Yogurt is a cultured milk product that is soured and thickened by the action of specific lactic acid-producing cultures added to milk. The lactic acid produced by the culture coagulates the milk protein, thickening the milk and adding the characteristic sour flavor.
The starter cultures—or probiotics—used to make yogurt are Lactobacillus bulgaricus and Streptococcus thermophilus. Other probiotics are often added to yogurt for their health effects. Some common ones are Lactobacillus acidophilusLactobacillus casei and Bifidus.
These probiotics can help maintain the balance of vitamin d and yogurt necessary for a healthy digestive system; boost the immune system, shortening the length and severity of sickness; and may reduce eczema in babies.
This is because some antibiotics upset the balance of bacteria in the digestive tract. Eating foods rich in probiotics may help relieve these side effects of antibiotics. This diet, which includes three vitamin d and yogurt a day of low-fat and fat-free milk, vitamin d and yogurt, yogurt and cheese, and 8 to 10 servings of fruits and vegetables, has also been shown to reduce risk of heart disease and stroke.

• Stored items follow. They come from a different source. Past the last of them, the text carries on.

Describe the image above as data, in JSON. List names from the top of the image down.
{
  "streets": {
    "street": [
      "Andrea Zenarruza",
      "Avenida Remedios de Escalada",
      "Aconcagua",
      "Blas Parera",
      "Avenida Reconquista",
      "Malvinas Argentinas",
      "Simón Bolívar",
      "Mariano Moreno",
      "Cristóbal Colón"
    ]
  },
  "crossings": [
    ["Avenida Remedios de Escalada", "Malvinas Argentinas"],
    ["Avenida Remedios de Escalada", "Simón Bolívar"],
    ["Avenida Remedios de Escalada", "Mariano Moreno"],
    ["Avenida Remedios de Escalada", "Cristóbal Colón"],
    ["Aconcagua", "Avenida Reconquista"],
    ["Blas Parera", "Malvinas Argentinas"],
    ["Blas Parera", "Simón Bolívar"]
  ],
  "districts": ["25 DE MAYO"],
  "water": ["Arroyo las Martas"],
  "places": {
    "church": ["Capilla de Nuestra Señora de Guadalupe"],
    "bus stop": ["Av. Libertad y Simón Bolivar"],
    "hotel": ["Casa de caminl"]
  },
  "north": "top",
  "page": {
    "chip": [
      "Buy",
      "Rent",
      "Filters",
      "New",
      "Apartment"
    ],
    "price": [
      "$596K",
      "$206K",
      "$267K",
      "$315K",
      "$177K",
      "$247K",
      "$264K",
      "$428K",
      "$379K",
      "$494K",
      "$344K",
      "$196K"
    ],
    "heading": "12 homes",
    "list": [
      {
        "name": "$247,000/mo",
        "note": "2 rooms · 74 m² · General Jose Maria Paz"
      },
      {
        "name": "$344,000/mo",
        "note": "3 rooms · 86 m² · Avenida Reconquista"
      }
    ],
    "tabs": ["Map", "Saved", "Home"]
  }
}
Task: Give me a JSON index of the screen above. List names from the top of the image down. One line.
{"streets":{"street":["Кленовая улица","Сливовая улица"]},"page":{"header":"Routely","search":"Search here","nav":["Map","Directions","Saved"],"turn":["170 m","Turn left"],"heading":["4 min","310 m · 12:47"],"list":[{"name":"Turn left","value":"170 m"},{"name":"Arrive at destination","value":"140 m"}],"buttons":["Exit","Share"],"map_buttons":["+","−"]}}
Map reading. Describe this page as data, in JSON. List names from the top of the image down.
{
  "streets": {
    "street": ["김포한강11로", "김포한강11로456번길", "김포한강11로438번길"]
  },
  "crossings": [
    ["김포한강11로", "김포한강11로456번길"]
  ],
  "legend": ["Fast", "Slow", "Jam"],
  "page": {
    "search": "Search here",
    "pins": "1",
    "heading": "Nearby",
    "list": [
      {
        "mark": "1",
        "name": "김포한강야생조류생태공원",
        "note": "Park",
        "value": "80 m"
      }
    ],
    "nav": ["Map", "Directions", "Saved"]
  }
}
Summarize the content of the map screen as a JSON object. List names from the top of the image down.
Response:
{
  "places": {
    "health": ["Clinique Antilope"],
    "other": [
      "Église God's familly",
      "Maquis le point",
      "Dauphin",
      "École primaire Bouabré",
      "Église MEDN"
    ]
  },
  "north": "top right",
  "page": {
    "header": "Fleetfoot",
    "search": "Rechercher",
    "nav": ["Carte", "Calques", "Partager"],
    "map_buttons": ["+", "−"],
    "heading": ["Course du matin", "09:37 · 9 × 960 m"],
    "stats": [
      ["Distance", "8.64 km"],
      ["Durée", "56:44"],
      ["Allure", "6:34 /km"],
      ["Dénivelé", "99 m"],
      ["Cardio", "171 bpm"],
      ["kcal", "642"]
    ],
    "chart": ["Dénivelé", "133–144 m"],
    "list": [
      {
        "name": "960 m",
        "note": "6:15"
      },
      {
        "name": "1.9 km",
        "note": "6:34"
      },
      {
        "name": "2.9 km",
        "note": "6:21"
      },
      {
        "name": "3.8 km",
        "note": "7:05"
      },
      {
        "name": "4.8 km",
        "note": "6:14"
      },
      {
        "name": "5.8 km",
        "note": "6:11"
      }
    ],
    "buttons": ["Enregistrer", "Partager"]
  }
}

Some consumers are choosing Greek yogurt because of its creamier texture and higher protein content. Both Greek yogurt and regular yogurt contribute to a healthy diet see table below. Greek yogurt has about twice the proteinhalf the sodium and half the carbohydrates as regular yogurt. Both products start with the same raw ingredient—milk. The difference is caused by the processing; Greek yogurt is strained three times instead of two.
The extra protein makes Greek yogurt an attractive snack for young athletes or seniors who are trying to boost their protein intake. It is still a great source of calcium 25 percent of the Daily Value—the amount most people need in one day.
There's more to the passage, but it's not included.